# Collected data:

-- Opening Marker --

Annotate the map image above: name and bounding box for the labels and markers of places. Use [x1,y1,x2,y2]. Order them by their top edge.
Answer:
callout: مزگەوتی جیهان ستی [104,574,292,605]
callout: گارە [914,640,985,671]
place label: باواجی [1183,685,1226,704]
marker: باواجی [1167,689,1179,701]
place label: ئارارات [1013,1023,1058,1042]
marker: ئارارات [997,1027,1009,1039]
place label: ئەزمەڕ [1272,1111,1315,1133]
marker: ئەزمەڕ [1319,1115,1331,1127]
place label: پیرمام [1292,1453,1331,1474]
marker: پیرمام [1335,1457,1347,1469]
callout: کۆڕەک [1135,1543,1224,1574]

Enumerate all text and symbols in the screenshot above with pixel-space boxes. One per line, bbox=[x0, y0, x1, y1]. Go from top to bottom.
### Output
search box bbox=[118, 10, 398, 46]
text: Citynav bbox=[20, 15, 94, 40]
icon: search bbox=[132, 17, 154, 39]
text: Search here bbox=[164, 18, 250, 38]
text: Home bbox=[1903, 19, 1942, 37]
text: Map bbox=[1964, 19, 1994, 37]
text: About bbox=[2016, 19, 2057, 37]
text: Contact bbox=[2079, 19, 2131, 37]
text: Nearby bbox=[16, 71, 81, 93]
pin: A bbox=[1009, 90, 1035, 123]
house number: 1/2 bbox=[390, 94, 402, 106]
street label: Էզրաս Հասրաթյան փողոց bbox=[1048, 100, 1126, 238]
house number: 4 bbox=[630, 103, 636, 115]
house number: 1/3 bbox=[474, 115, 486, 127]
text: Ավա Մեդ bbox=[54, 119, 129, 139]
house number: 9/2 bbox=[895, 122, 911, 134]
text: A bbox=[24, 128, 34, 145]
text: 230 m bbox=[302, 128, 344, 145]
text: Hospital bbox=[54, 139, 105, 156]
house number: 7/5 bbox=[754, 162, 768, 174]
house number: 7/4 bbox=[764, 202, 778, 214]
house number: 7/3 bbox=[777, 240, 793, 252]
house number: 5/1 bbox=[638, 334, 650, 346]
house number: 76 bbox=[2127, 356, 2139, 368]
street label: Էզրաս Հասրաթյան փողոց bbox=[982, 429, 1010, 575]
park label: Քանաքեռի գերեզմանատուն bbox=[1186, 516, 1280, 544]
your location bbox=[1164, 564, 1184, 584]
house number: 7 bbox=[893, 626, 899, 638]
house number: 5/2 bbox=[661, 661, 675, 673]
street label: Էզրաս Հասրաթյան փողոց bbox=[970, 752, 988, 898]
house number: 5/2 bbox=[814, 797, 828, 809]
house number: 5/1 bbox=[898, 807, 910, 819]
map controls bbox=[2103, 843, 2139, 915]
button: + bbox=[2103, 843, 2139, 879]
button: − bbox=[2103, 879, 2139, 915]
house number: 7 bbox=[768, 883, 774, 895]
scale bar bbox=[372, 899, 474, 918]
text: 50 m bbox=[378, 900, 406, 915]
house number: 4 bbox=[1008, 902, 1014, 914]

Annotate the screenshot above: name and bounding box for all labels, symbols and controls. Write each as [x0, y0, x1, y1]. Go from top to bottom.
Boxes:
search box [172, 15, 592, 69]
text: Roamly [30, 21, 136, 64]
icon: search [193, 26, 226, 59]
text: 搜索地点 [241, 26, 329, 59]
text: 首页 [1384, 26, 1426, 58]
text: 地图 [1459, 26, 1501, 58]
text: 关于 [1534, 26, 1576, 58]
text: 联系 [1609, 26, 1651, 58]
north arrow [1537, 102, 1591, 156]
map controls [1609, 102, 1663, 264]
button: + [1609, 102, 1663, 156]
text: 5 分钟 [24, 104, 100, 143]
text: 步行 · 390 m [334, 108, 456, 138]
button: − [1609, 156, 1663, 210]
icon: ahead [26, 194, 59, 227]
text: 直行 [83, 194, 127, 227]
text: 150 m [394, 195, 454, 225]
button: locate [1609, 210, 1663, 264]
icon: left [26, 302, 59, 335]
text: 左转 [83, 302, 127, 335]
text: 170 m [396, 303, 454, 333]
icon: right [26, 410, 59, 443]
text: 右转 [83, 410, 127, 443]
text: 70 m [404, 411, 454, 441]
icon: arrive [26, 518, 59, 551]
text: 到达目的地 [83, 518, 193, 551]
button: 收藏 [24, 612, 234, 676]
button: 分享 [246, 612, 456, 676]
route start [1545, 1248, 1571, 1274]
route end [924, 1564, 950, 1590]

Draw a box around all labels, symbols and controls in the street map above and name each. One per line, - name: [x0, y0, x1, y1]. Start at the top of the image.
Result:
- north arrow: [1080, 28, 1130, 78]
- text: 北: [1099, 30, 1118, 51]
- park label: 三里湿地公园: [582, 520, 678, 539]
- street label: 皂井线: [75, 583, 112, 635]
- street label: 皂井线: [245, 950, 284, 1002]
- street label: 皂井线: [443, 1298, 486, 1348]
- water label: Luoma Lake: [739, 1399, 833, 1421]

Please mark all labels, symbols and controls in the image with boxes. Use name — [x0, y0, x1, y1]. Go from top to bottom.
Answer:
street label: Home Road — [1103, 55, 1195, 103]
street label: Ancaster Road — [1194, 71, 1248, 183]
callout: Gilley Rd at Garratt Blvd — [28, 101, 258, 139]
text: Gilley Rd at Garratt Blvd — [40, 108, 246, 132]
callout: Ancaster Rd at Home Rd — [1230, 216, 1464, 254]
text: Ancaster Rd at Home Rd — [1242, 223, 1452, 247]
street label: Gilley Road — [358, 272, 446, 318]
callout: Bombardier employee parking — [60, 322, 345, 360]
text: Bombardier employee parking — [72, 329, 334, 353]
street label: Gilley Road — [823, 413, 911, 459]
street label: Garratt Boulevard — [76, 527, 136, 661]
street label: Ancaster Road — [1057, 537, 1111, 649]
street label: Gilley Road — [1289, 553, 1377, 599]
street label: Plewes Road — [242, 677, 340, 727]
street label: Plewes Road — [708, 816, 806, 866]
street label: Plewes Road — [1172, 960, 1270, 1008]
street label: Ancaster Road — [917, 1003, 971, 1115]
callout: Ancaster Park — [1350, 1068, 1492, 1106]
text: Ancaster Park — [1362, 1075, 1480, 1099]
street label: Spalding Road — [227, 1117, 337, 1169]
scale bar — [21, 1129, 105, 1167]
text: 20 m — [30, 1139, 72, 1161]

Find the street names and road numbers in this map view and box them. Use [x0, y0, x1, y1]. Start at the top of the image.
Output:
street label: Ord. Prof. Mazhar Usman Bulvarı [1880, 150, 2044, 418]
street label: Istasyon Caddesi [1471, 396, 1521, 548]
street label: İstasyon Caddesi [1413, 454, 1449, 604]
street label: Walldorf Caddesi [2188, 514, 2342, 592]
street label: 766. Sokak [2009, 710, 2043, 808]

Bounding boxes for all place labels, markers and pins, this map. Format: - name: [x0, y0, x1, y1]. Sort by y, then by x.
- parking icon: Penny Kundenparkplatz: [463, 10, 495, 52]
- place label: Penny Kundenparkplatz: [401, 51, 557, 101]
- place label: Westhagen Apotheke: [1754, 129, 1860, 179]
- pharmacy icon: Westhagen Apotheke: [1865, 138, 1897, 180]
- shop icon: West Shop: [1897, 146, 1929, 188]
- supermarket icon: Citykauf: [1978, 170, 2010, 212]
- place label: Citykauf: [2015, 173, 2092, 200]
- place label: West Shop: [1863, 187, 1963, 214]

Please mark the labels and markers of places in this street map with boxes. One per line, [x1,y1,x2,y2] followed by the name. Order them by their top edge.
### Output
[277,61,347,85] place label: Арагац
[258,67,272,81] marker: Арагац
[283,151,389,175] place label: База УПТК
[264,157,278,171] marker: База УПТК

-- Closing Marker --

# What needs to be done:
What you return should be the records above, repeated exactly.

# Exercise output:
Annotate the map image above: name and bounding box for the labels and markers of places. Use [x1,y1,x2,y2]. Order them by their top edge.
Answer:
callout: مزگەوتی جیهان ستی [104,574,292,605]
callout: گارە [914,640,985,671]
place label: باواجی [1183,685,1226,704]
marker: باواجی [1167,689,1179,701]
place label: ئارارات [1013,1023,1058,1042]
marker: ئارارات [997,1027,1009,1039]
place label: ئەزمەڕ [1272,1111,1315,1133]
marker: ئەزمەڕ [1319,1115,1331,1127]
place label: پیرمام [1292,1453,1331,1474]
marker: پیرمام [1335,1457,1347,1469]
callout: کۆڕەک [1135,1543,1224,1574]

Enumerate all text and symbols in the screenshot above with pixel-space boxes. One per line, bbox=[x0, y0, x1, y1]. Go from top to bottom.
### Output
search box bbox=[118, 10, 398, 46]
text: Citynav bbox=[20, 15, 94, 40]
icon: search bbox=[132, 17, 154, 39]
text: Search here bbox=[164, 18, 250, 38]
text: Home bbox=[1903, 19, 1942, 37]
text: Map bbox=[1964, 19, 1994, 37]
text: About bbox=[2016, 19, 2057, 37]
text: Contact bbox=[2079, 19, 2131, 37]
text: Nearby bbox=[16, 71, 81, 93]
pin: A bbox=[1009, 90, 1035, 123]
house number: 1/2 bbox=[390, 94, 402, 106]
street label: Էզրաս Հասրաթյան փողոց bbox=[1048, 100, 1126, 238]
house number: 4 bbox=[630, 103, 636, 115]
house number: 1/3 bbox=[474, 115, 486, 127]
text: Ավա Մեդ bbox=[54, 119, 129, 139]
house number: 9/2 bbox=[895, 122, 911, 134]
text: A bbox=[24, 128, 34, 145]
text: 230 m bbox=[302, 128, 344, 145]
text: Hospital bbox=[54, 139, 105, 156]
house number: 7/5 bbox=[754, 162, 768, 174]
house number: 7/4 bbox=[764, 202, 778, 214]
house number: 7/3 bbox=[777, 240, 793, 252]
house number: 5/1 bbox=[638, 334, 650, 346]
house number: 76 bbox=[2127, 356, 2139, 368]
street label: Էզրաս Հասրաթյան փողոց bbox=[982, 429, 1010, 575]
park label: Քանաքեռի գերեզմանատուն bbox=[1186, 516, 1280, 544]
your location bbox=[1164, 564, 1184, 584]
house number: 7 bbox=[893, 626, 899, 638]
house number: 5/2 bbox=[661, 661, 675, 673]
street label: Էզրաս Հասրաթյան փողոց bbox=[970, 752, 988, 898]
house number: 5/2 bbox=[814, 797, 828, 809]
house number: 5/1 bbox=[898, 807, 910, 819]
map controls bbox=[2103, 843, 2139, 915]
button: + bbox=[2103, 843, 2139, 879]
button: − bbox=[2103, 879, 2139, 915]
house number: 7 bbox=[768, 883, 774, 895]
scale bar bbox=[372, 899, 474, 918]
text: 50 m bbox=[378, 900, 406, 915]
house number: 4 bbox=[1008, 902, 1014, 914]

Annotate the screenshot above: name and bounding box for all labels, symbols and controls. Write each as [x0, y0, x1, y1]. Go from top to bottom.
Boxes:
search box [172, 15, 592, 69]
text: Roamly [30, 21, 136, 64]
icon: search [193, 26, 226, 59]
text: 搜索地点 [241, 26, 329, 59]
text: 首页 [1384, 26, 1426, 58]
text: 地图 [1459, 26, 1501, 58]
text: 关于 [1534, 26, 1576, 58]
text: 联系 [1609, 26, 1651, 58]
north arrow [1537, 102, 1591, 156]
map controls [1609, 102, 1663, 264]
button: + [1609, 102, 1663, 156]
text: 5 分钟 [24, 104, 100, 143]
text: 步行 · 390 m [334, 108, 456, 138]
button: − [1609, 156, 1663, 210]
icon: ahead [26, 194, 59, 227]
text: 直行 [83, 194, 127, 227]
text: 150 m [394, 195, 454, 225]
button: locate [1609, 210, 1663, 264]
icon: left [26, 302, 59, 335]
text: 左转 [83, 302, 127, 335]
text: 170 m [396, 303, 454, 333]
icon: right [26, 410, 59, 443]
text: 右转 [83, 410, 127, 443]
text: 70 m [404, 411, 454, 441]
icon: arrive [26, 518, 59, 551]
text: 到达目的地 [83, 518, 193, 551]
button: 收藏 [24, 612, 234, 676]
button: 分享 [246, 612, 456, 676]
route start [1545, 1248, 1571, 1274]
route end [924, 1564, 950, 1590]

Draw a box around all labels, symbols and controls in the street map above and name each. One per line, - name: [x0, y0, x1, y1]. Start at the top of the image.
Result:
- north arrow: [1080, 28, 1130, 78]
- text: 北: [1099, 30, 1118, 51]
- park label: 三里湿地公园: [582, 520, 678, 539]
- street label: 皂井线: [75, 583, 112, 635]
- street label: 皂井线: [245, 950, 284, 1002]
- street label: 皂井线: [443, 1298, 486, 1348]
- water label: Luoma Lake: [739, 1399, 833, 1421]

Please mark all labels, symbols and controls in the image with boxes. Use name — [x0, y0, x1, y1]. Go from top to bottom.
Answer:
street label: Home Road — [1103, 55, 1195, 103]
street label: Ancaster Road — [1194, 71, 1248, 183]
callout: Gilley Rd at Garratt Blvd — [28, 101, 258, 139]
text: Gilley Rd at Garratt Blvd — [40, 108, 246, 132]
callout: Ancaster Rd at Home Rd — [1230, 216, 1464, 254]
text: Ancaster Rd at Home Rd — [1242, 223, 1452, 247]
street label: Gilley Road — [358, 272, 446, 318]
callout: Bombardier employee parking — [60, 322, 345, 360]
text: Bombardier employee parking — [72, 329, 334, 353]
street label: Gilley Road — [823, 413, 911, 459]
street label: Garratt Boulevard — [76, 527, 136, 661]
street label: Ancaster Road — [1057, 537, 1111, 649]
street label: Gilley Road — [1289, 553, 1377, 599]
street label: Plewes Road — [242, 677, 340, 727]
street label: Plewes Road — [708, 816, 806, 866]
street label: Plewes Road — [1172, 960, 1270, 1008]
street label: Ancaster Road — [917, 1003, 971, 1115]
callout: Ancaster Park — [1350, 1068, 1492, 1106]
text: Ancaster Park — [1362, 1075, 1480, 1099]
street label: Spalding Road — [227, 1117, 337, 1169]
scale bar — [21, 1129, 105, 1167]
text: 20 m — [30, 1139, 72, 1161]

Find the street names and road numbers in this map view and box them. Use [x0, y0, x1, y1]. Start at the top of the image.
Output:
street label: Ord. Prof. Mazhar Usman Bulvarı [1880, 150, 2044, 418]
street label: Istasyon Caddesi [1471, 396, 1521, 548]
street label: İstasyon Caddesi [1413, 454, 1449, 604]
street label: Walldorf Caddesi [2188, 514, 2342, 592]
street label: 766. Sokak [2009, 710, 2043, 808]

Bounding boxes for all place labels, markers and pins, this map. Format: - name: [x0, y0, x1, y1]. Sort by y, then by x.
- parking icon: Penny Kundenparkplatz: [463, 10, 495, 52]
- place label: Penny Kundenparkplatz: [401, 51, 557, 101]
- place label: Westhagen Apotheke: [1754, 129, 1860, 179]
- pharmacy icon: Westhagen Apotheke: [1865, 138, 1897, 180]
- shop icon: West Shop: [1897, 146, 1929, 188]
- supermarket icon: Citykauf: [1978, 170, 2010, 212]
- place label: Citykauf: [2015, 173, 2092, 200]
- place label: West Shop: [1863, 187, 1963, 214]

Please mark the labels and markers of places in this street map with boxes. One per line, [x1,y1,x2,y2] followed by the name. Order them by their top edge.
### Output
[277,61,347,85] place label: Арагац
[258,67,272,81] marker: Арагац
[283,151,389,175] place label: База УПТК
[264,157,278,171] marker: База УПТК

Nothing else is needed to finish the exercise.